What a Trip to the ER Says about the American Healthcare System

Sunnie Yi Ning ’18
Contributing Writer 

Last Friday night, I had a severe and abnormal headache. After calling the nurse on call, I waited an hour before getting a response, only to be informed that I should go to the ER. There, after waiting an hour and a half, I was finally seen by the triage nurse, who told me that the average waiting time would be three hours and fifteen minutes that night. Frustrated, I gave up and left the ER.

Afterwards, I looked up the data for the ER waiting room. At Cooley Dickinson, the average waiting time before being seen by a doctor is 48 minutes, and the average time spent in the emergency room before being sent home is 2 hours and 32 minutes. Nationally, patients who need to be seen in one to fourteen minutes are being seen in over twice that timeframe (37 minutes). This means that their symptoms could get worse and even become life threatening – during that waiting time, people’s lives are at stake!

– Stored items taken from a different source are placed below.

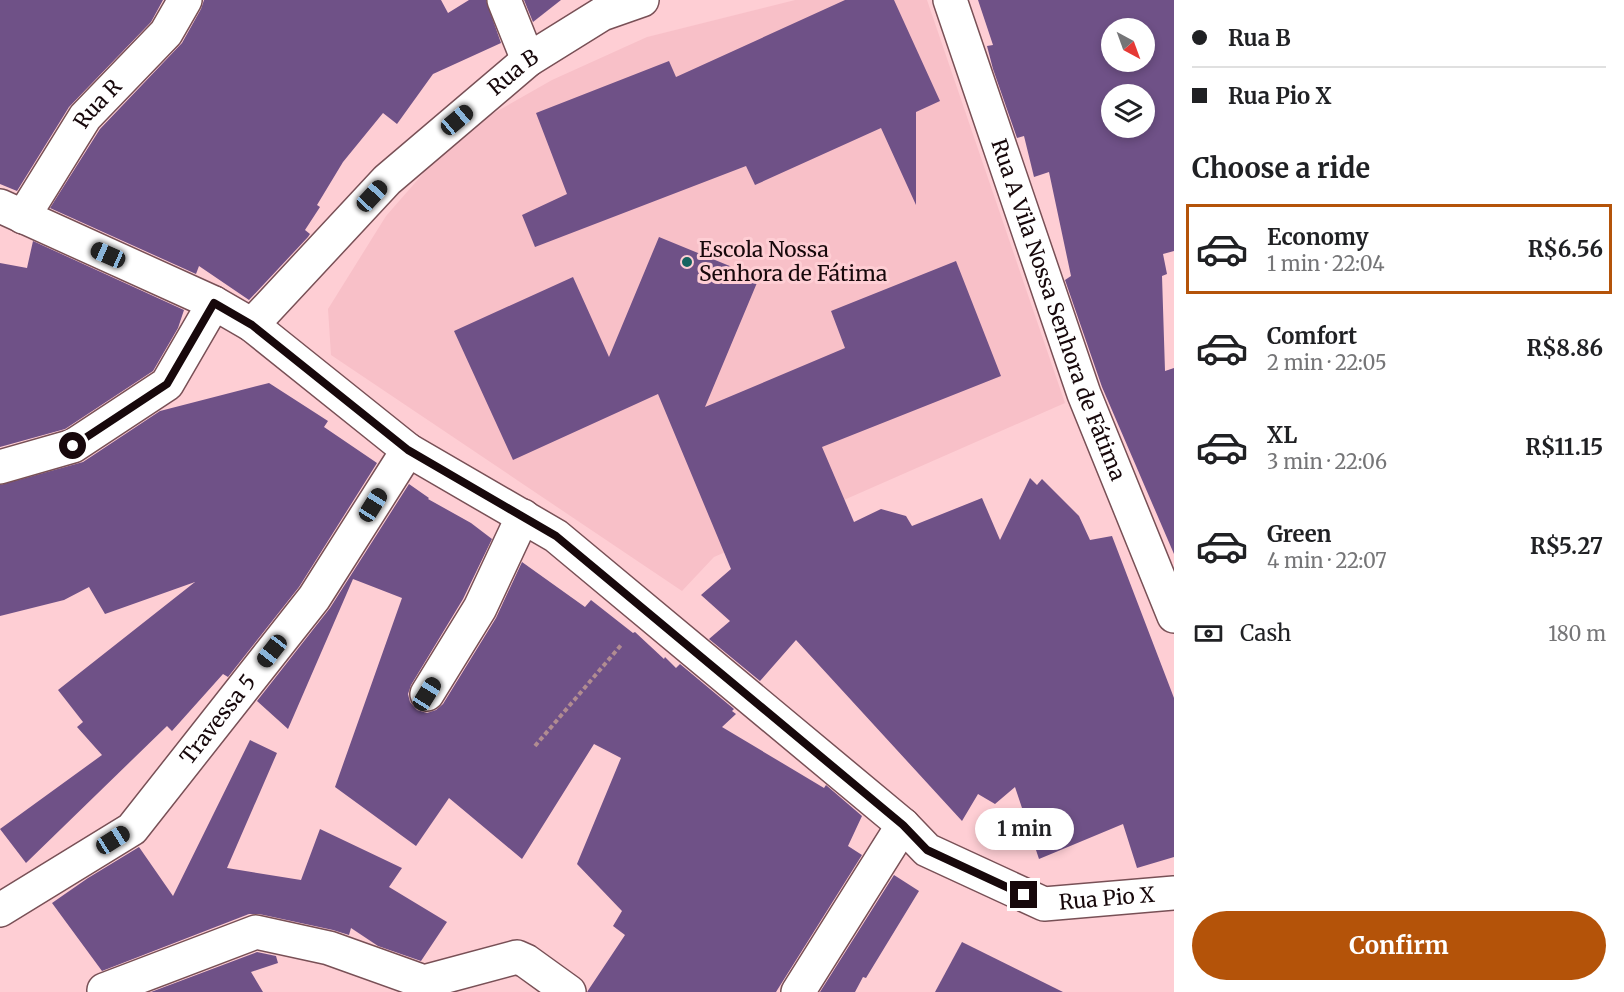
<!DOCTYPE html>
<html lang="en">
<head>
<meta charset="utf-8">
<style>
	:root { --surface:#fff; --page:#f6f6f6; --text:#202124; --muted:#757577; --line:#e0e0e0; --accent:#b45309 }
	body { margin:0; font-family:Merriweather,serif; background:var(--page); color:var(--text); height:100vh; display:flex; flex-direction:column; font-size:22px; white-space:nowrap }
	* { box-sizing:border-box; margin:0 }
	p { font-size:20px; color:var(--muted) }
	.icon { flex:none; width:33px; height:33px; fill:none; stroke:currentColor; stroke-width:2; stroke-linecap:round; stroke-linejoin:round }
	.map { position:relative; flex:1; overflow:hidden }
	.panel { display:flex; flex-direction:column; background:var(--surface); width:450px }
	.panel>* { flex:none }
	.banner { display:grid; align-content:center; height:132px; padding:0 18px; background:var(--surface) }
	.needle { width:39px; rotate:139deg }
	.buttons { position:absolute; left:1101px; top:18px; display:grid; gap:12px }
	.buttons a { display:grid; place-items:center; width:54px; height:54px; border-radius:50%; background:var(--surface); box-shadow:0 3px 9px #0003; font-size:30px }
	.end { position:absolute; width:27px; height:27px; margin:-14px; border:8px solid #17080b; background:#fff; box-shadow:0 0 0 3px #fff }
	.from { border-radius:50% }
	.bubble { position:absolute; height:42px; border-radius:21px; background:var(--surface); box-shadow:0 3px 9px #0003; font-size:20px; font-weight:700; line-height:42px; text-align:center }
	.car { position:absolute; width:18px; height:36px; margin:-18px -9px; border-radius:8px; box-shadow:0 0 4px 2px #0007; background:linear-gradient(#222 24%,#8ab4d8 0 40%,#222 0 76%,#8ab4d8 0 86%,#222 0) }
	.banner b { display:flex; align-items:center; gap:21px; height:57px; font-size:22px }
	.banner b+b { border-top:2px solid var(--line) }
	.banner i { width:15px; height:15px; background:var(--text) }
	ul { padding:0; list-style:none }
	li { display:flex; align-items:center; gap:18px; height:90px; margin:0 12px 9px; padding:0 6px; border:3px solid transparent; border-radius:0px }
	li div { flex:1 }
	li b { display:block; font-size:22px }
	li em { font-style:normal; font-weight:700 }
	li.on { border-color:var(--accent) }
	li>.icon { width:54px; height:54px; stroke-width:1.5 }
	h2 { padding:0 18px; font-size:27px; line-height:72px }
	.pay { display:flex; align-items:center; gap:15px; height:66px; padding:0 18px; font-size:22px }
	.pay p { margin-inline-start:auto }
	.cta { display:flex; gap:12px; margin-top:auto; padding:12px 18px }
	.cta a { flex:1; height:69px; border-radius:36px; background:var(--accent); color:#fff; font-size:24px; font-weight:700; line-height:69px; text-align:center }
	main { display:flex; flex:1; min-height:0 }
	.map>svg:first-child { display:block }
	.built { fill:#f8c0c8 }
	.building { fill:#6f5187; fill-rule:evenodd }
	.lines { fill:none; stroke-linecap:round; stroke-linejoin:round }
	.minor-casing { stroke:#785056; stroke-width:36 }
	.path { stroke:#b18c91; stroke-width:4; stroke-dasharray:4.5 3; stroke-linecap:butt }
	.minor { stroke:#fff; stroke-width:33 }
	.route { stroke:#17080b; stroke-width:8 }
	.poi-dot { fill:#166460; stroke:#feced4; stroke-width:2 }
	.labels { text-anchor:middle; stroke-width:6; stroke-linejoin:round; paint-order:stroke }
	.street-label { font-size:21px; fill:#17080b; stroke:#feced4 }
	.poi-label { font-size:21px; fill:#17080b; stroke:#feced4; text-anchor:start }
</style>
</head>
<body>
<main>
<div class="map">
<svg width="1174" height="992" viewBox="0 0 1174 992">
	<rect width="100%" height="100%" fill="#feced4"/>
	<polygon class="built" points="795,0 927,0 1065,403 714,557 682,591 331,355 328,309 386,216 428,168 480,121 552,80 647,37"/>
	<g class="building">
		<polygon points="0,0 163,0 151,22 69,107 17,191 0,184"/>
		<polygon points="204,0 441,0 448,13 469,0 486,0 501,43 433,74 397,124 383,113 343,162 317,205 320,207 305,230 310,234 308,237 249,300 199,266 196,274 50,208 100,129 182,43 201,9"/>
		<polygon points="524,0 561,0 533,22"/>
		<polygon points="845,0 894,0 940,101 916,112 916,205 881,128 755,185 746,166 535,247 522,215 567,194 536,113 669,61 676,77"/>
		<path d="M978,0H1174V251L1163,254L1167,274L1162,276L1165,371L1174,368V554L1102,387L1065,280L1071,276L1049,172L1034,177L1024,136L1017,138L993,69L987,46L993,45ZM1112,28H1144V62H1112ZM1112,94H1144V128H1112Z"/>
		<polygon points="659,237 759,278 705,407 845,348 831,311 956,261 1001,376 822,447 854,522 881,509 906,516 912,526 982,498 1000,540 1030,478 1037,485 1042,479 1079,516 1090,540 1112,536 1174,698 1174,857 1137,868 1123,824 1039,859 1015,787 995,804 978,794 962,821 796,640 760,681 709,639 730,621 701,595 731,569 658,394 513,460 454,331 573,277 609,357"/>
		<polygon points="33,241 184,310 178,328 153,371 65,429 0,447 0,263 27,268"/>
		<polygon points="269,383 328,421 324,427 377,463 299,587 228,677 223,674 172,731 167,726 26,863 0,829 102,755 77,727 83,722 58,690 195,582 105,614 89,587 64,600 0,616 0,485 83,462 160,411"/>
		<polygon points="409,484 429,498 428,499 471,523 492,539 463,599 411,685 408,694 410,702 417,710 427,713 436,710 443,704 496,618 522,562 585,607 591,600 633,633 635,632 664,659 665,657 676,668 680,664 734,709 732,711 736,714 722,727 824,788 826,785 862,816 848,846 862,855 776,992 587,992 625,935 613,926 622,911 577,864 621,758 594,744 522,859 449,798 416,846 335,787 402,598 353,579 288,729 257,701 330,608"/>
		<polygon points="250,740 277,753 227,868 301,880 320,829 402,868 389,887 447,922 421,961 378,946 351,928 349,935 333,930 259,914 249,914 102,971 52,903 88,878 139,847 173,896"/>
		<polygon points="894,875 919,891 866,978 863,977 855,992 820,992"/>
		<polygon points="962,942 1063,992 935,992"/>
		<polygon points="257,952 276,956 278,963 251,972 263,992 151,992"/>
	</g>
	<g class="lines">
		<g class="minor-casing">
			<g id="minor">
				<polyline points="504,0 528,60"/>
				<path id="s1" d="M950,0L1084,394L1174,616"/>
				<path id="s2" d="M0,206L214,303L252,325L408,450L556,536L903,825L927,850L1044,904L1174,893"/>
				<path id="s3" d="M23,217L85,117L166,33L185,0"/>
				<path id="s4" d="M252,325L387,180L528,60L602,14L642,0"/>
				<polyline points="0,467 73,446 167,384 214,303"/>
				<polyline points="427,694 480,608 523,516"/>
				<path id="s5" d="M0,910L132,829L314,598L408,450"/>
				<polyline points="104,990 256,932 329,948 424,982 517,957 526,961 569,992"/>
				<polyline points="798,992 903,825"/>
			</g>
		</g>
		<polyline class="path" points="535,746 622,644"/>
		<use href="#minor" class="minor"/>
	</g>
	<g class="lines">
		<polyline class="route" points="73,446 167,384 214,303 252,325 408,450 556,536 903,825 927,850 1024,895"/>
	</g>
	<circle class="poi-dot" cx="687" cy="262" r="6"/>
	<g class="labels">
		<g class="street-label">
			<text dy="7" stroke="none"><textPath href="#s4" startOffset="364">Rua B</textPath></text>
			<text dy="7" stroke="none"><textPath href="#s3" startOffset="136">Rua R</textPath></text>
			<text dy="7" stroke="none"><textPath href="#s1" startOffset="328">Rua A Vila Nossa Senhora de Fátima</textPath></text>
			<text dy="7" stroke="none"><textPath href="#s5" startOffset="294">Travessa 5</textPath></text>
			<text dy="7" stroke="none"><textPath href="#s2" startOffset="1328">Rua Pio X</textPath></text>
		</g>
		<g class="poi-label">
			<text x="699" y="257">Escola Nossa<tspan x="699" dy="24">Senhora de Fátima</tspan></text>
		</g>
	</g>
</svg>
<div class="buttons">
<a><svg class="needle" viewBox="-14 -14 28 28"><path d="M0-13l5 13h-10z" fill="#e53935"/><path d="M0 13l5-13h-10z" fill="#757577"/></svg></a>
<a><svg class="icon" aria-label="layers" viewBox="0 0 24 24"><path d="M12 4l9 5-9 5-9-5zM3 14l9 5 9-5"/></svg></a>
</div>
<i class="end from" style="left:73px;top:446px"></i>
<i class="end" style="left:1024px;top:895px"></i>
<div class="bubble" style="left:975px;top:808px;width:99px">1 min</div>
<i class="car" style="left:457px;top:120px;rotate:50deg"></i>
<i class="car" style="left:372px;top:196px;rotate:43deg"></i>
<i class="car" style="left:108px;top:255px;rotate:294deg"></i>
<i class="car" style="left:373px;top:505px;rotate:32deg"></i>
<i class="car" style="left:272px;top:651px;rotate:218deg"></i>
<i class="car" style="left:427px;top:694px;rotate:32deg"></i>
<i class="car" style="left:113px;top:840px;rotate:58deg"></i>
</div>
<section class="panel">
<div class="banner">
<b><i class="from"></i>Rua B</b>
<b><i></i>Rua Pio X</b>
</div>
<h2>Choose a ride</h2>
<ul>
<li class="on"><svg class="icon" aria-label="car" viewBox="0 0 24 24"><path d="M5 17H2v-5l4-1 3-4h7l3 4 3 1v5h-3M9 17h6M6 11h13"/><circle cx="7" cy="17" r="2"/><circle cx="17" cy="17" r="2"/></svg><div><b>Economy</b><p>1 min · 22:04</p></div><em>R$6.56</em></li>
<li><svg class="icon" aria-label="car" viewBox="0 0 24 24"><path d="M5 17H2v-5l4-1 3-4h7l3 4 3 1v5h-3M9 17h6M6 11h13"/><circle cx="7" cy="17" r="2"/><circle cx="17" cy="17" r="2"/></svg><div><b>Comfort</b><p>2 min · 22:05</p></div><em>R$8.86</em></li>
<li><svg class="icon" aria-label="car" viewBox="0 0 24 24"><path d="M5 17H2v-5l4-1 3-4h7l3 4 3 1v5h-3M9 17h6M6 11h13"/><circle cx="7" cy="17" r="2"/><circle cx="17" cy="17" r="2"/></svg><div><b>XL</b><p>3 min · 22:06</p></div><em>R$11.15</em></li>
<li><svg class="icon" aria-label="car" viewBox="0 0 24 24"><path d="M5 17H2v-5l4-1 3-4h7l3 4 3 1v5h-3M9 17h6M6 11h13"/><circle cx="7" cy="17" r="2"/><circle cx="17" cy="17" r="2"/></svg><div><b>Green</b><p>4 min · 22:07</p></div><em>R$5.27</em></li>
</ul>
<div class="pay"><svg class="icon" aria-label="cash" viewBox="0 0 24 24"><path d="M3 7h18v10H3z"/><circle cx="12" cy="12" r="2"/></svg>Cash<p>180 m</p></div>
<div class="cta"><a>Confirm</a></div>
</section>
</main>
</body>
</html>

Why do we have to spend so long waiting in the ER before getting treated? The answer is simple:  supply has gone down while demand has risen. ER visits went up by 34 percent from 97 million in 1995, while the number of emergency departments has gone down down by 11 percent during the same period.

The reason for higher demand in the ER is because of its conveniences compared to the primary care system. Although the ER has a long wait time, primary care requires an appointment, meaning days off of work, which many cannot afford. Insurance-linked inconveniences are another cause: in-network health care clinics might be hard to find, and co-pays for referrals can be expensive for low-income families. ERs are closing their doors because nearly half of all emergency services go uncompensated, but the ER is still required to treat all people who come through the door.

The inaccessibility of healthcare shocked me. The basic right of access to health care is severely compromised by worries about cost, time off of work, endless diagnostic tests, unavailability of in-network clinics and expensive co-pay, among other things. Even worse is that the current healthcare structure promotes wealth disparity. Research shows that people with a lower income are more likely to go to the ER than see a primary healthcare provider. Many give up trying to get the treatment they need simply because they can’t afford the time, energy or money. In the end, when minor symptoms become severe ones, people will visit the ER. But even at the ER, many must suffer through a long waiting period before getting proper treatment, which could be life threatening. At the same time, the cost of healthcare continues to soar. In 2015, employer-provided health plans surged nearly 9 percent to more than $1,000, creating an additional burden for American workers. In the end, we have a system where healthcare resources are ultimately more available to the wealthy than for the poor.

It seems to me that the American healthcare system requires a fundamental change to orient itself toward the need of the patients, from decreasing the ER waiting time to giving a wider range of choices to suit individual needs. It requires a change in the mindset of the healthcare industry: to stop seeing patients as consumers and instead start seeing them as people who deserve treatment when they are ill.